=== Section Start ===

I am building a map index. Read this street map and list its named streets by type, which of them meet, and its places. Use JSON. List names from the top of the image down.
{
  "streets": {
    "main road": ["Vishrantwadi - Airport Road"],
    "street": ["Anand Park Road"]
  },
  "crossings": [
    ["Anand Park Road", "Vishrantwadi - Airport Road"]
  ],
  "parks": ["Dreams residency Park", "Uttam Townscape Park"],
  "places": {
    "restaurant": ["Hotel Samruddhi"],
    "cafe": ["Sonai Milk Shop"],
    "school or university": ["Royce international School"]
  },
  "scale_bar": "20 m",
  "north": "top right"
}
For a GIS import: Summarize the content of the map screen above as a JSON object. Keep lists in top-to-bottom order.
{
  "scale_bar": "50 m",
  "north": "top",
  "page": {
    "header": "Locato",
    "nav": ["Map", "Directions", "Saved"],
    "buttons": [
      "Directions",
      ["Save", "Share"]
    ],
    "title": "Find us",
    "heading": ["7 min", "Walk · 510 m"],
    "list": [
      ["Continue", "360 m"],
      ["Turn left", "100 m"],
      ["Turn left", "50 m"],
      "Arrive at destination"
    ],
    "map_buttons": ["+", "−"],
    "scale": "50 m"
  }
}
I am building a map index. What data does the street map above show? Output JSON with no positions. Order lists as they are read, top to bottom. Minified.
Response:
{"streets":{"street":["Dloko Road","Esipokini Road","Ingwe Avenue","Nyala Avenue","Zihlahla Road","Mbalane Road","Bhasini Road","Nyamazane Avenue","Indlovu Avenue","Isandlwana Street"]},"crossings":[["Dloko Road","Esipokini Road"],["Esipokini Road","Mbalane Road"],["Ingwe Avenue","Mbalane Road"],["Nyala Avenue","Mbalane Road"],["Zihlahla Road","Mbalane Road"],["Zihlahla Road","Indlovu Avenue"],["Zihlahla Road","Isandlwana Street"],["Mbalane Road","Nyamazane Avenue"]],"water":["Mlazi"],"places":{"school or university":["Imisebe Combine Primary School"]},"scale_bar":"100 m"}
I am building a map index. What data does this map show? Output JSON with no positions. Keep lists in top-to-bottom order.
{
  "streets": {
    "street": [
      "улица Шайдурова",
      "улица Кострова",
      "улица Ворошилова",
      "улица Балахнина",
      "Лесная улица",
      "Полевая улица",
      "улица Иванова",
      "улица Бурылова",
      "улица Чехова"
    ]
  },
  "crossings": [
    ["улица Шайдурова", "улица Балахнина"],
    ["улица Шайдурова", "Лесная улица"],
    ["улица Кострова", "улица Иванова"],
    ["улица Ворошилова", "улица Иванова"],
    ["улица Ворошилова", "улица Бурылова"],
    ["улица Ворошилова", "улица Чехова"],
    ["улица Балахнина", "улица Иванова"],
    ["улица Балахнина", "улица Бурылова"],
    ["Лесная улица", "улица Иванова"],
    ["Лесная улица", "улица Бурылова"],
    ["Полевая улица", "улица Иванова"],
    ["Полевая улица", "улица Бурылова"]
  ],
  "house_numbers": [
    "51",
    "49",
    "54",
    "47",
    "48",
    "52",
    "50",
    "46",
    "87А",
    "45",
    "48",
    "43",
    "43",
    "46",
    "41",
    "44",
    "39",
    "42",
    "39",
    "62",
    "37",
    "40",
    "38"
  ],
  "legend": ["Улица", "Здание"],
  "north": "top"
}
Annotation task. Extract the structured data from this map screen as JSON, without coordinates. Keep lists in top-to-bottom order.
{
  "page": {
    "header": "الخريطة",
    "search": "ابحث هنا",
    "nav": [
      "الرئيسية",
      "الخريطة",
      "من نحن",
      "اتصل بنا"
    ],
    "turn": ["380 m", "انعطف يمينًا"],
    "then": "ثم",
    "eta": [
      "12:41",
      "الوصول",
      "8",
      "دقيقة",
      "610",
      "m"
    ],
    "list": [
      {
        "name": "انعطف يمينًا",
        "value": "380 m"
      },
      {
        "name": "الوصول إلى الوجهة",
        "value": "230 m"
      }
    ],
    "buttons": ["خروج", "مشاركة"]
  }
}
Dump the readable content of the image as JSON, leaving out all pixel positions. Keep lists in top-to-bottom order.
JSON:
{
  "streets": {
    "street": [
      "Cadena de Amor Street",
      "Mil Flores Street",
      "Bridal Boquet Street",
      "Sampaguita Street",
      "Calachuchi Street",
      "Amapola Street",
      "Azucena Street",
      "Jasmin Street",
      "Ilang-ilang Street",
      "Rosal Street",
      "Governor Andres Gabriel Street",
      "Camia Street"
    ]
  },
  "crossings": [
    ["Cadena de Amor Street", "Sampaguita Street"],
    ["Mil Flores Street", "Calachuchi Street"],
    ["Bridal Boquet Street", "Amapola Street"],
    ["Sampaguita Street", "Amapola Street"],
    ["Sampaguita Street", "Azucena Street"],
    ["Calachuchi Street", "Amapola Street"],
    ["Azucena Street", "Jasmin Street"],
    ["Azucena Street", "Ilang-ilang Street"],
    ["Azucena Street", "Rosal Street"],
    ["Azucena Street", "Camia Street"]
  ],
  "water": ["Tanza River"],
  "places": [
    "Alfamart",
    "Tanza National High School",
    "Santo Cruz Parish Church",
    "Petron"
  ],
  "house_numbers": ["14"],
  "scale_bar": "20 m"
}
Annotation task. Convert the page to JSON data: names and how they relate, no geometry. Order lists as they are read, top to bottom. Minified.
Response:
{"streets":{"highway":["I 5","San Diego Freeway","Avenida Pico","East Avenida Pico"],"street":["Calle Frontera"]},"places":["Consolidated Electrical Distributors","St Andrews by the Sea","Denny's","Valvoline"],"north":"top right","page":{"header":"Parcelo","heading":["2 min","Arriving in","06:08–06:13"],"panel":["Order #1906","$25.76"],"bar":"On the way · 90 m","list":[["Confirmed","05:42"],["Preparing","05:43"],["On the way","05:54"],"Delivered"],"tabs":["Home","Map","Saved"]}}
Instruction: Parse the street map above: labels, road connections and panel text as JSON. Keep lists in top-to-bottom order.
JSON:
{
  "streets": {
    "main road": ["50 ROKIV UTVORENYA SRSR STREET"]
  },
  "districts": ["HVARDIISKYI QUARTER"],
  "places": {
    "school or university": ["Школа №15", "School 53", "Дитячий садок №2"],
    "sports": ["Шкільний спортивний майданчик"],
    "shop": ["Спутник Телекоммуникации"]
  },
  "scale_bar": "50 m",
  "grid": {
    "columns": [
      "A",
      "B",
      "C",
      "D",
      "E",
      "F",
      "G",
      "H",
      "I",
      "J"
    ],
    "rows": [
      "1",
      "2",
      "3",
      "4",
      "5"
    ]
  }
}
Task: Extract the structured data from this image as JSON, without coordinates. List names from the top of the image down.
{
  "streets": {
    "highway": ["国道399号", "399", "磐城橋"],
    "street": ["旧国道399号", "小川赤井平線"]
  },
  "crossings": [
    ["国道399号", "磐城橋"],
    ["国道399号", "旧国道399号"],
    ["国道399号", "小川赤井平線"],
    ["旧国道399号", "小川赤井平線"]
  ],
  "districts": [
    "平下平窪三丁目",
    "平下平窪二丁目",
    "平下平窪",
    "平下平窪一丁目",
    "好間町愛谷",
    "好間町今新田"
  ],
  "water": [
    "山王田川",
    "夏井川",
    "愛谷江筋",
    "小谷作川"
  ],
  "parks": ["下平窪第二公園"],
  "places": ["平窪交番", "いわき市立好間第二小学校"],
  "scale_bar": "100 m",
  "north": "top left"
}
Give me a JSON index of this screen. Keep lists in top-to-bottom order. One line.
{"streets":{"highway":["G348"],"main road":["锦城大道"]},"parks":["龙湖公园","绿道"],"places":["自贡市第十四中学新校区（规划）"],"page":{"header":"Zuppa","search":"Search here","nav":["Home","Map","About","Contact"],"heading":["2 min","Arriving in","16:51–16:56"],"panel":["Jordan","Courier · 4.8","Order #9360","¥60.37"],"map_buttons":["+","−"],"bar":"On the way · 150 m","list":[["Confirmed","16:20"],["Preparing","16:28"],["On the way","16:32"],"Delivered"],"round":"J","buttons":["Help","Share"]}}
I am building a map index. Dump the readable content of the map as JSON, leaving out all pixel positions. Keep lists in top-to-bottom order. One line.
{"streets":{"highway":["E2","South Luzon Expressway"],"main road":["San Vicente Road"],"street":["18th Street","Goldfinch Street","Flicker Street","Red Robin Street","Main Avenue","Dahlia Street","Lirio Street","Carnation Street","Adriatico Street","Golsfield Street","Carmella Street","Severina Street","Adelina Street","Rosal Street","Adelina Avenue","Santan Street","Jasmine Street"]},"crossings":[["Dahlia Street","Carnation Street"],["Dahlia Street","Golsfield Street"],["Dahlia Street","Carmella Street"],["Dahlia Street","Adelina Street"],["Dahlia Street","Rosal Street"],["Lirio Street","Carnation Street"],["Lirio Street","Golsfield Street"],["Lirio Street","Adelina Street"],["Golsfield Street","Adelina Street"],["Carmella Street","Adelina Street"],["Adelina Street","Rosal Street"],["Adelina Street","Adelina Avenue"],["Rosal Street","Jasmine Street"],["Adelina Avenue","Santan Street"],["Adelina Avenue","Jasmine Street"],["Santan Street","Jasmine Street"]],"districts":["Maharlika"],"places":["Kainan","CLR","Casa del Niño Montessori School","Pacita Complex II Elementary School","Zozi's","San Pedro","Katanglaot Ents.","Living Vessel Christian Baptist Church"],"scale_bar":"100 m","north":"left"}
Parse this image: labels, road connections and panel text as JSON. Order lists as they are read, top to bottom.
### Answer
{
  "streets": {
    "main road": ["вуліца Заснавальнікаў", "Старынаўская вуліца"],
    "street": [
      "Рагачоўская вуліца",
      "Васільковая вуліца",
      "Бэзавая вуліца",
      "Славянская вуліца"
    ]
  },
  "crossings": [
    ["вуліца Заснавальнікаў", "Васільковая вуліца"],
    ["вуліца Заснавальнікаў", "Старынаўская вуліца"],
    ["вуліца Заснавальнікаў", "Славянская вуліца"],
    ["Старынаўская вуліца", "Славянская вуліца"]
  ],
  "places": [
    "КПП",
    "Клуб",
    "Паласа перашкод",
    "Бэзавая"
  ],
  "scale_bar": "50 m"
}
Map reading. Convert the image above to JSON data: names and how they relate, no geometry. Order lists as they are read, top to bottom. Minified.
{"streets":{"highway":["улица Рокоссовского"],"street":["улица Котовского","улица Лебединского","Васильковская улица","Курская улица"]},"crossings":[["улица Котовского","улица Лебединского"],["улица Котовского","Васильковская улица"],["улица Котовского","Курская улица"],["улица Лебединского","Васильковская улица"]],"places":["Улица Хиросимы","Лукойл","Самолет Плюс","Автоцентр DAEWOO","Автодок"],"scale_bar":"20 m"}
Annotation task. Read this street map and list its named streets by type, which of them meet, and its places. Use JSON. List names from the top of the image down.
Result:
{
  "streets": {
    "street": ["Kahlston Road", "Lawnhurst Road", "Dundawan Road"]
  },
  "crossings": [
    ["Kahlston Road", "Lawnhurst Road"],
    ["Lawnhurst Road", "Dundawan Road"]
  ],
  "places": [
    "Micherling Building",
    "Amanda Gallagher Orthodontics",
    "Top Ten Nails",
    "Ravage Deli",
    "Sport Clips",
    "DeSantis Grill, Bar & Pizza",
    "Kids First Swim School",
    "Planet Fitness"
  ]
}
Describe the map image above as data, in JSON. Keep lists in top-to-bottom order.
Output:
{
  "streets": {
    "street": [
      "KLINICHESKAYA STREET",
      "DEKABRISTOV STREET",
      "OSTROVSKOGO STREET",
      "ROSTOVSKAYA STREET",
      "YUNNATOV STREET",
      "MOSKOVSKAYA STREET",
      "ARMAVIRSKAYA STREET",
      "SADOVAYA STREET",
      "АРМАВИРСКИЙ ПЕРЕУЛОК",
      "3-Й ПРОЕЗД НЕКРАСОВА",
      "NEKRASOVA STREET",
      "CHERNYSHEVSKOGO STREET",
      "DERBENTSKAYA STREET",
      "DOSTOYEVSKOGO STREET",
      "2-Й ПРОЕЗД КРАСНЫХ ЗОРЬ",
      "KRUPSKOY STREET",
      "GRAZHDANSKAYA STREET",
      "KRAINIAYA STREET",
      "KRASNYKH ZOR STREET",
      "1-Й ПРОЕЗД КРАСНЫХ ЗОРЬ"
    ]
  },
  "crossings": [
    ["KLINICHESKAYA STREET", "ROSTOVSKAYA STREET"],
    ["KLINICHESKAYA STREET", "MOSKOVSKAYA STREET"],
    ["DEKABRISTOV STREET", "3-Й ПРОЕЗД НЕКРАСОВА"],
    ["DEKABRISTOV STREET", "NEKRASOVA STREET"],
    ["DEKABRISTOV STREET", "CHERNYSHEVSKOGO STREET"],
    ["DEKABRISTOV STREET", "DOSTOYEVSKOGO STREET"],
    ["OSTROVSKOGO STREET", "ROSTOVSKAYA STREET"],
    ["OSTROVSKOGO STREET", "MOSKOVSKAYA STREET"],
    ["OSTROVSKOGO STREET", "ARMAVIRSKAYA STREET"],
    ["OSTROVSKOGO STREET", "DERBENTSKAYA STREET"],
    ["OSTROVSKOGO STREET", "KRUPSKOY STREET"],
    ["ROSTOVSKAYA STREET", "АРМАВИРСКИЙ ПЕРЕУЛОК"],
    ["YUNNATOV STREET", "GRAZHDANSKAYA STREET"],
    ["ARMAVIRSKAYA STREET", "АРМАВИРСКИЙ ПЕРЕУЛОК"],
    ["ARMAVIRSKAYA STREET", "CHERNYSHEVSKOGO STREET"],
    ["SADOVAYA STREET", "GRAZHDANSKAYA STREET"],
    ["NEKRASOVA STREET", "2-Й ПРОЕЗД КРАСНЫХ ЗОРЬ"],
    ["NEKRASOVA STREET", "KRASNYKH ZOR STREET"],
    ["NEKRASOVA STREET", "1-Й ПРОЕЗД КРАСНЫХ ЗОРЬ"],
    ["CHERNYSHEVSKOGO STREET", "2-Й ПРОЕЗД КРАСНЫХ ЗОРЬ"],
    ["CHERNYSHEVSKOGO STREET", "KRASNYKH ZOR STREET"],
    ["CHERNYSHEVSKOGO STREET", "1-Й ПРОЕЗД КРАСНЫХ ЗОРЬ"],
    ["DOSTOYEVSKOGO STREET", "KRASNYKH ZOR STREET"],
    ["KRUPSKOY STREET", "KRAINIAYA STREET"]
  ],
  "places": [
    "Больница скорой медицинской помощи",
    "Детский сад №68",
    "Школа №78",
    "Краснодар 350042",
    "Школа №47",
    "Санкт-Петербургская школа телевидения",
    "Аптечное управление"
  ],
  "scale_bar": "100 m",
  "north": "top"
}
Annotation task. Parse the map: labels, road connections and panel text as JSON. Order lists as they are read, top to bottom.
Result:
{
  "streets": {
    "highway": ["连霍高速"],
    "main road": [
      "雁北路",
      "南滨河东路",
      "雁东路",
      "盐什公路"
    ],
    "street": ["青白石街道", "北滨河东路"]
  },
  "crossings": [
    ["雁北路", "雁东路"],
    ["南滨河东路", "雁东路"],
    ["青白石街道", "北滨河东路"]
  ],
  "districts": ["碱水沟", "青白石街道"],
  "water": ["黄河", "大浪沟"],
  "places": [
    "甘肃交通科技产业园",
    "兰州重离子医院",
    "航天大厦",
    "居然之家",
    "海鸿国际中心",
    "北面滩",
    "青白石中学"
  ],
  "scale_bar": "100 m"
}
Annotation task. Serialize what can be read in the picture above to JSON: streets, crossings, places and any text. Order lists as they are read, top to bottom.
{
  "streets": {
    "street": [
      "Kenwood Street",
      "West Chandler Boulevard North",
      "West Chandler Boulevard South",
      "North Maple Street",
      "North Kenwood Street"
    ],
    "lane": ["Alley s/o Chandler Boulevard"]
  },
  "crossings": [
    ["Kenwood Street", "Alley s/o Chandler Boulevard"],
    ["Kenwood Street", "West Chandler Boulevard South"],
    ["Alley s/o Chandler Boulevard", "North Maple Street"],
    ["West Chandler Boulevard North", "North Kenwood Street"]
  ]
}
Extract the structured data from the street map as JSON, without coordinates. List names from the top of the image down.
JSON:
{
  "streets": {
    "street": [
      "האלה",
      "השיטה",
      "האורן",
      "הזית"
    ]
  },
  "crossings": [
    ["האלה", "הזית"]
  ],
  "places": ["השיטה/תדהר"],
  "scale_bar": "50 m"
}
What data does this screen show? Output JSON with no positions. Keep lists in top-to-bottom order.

=== Section End ===

▶ What the exercise asks
Pick out every line above that contains the word "connections" and copy it.

▶ Solution
Instruction: Parse the street map above: labels, road connections and panel text as JSON. Keep lists in top-to-bottom order.
Parse this image: labels, road connections and panel text as JSON. Order lists as they are read, top to bottom.
Annotation task. Parse the map: labels, road connections and panel text as JSON. Order lists as they are read, top to bottom.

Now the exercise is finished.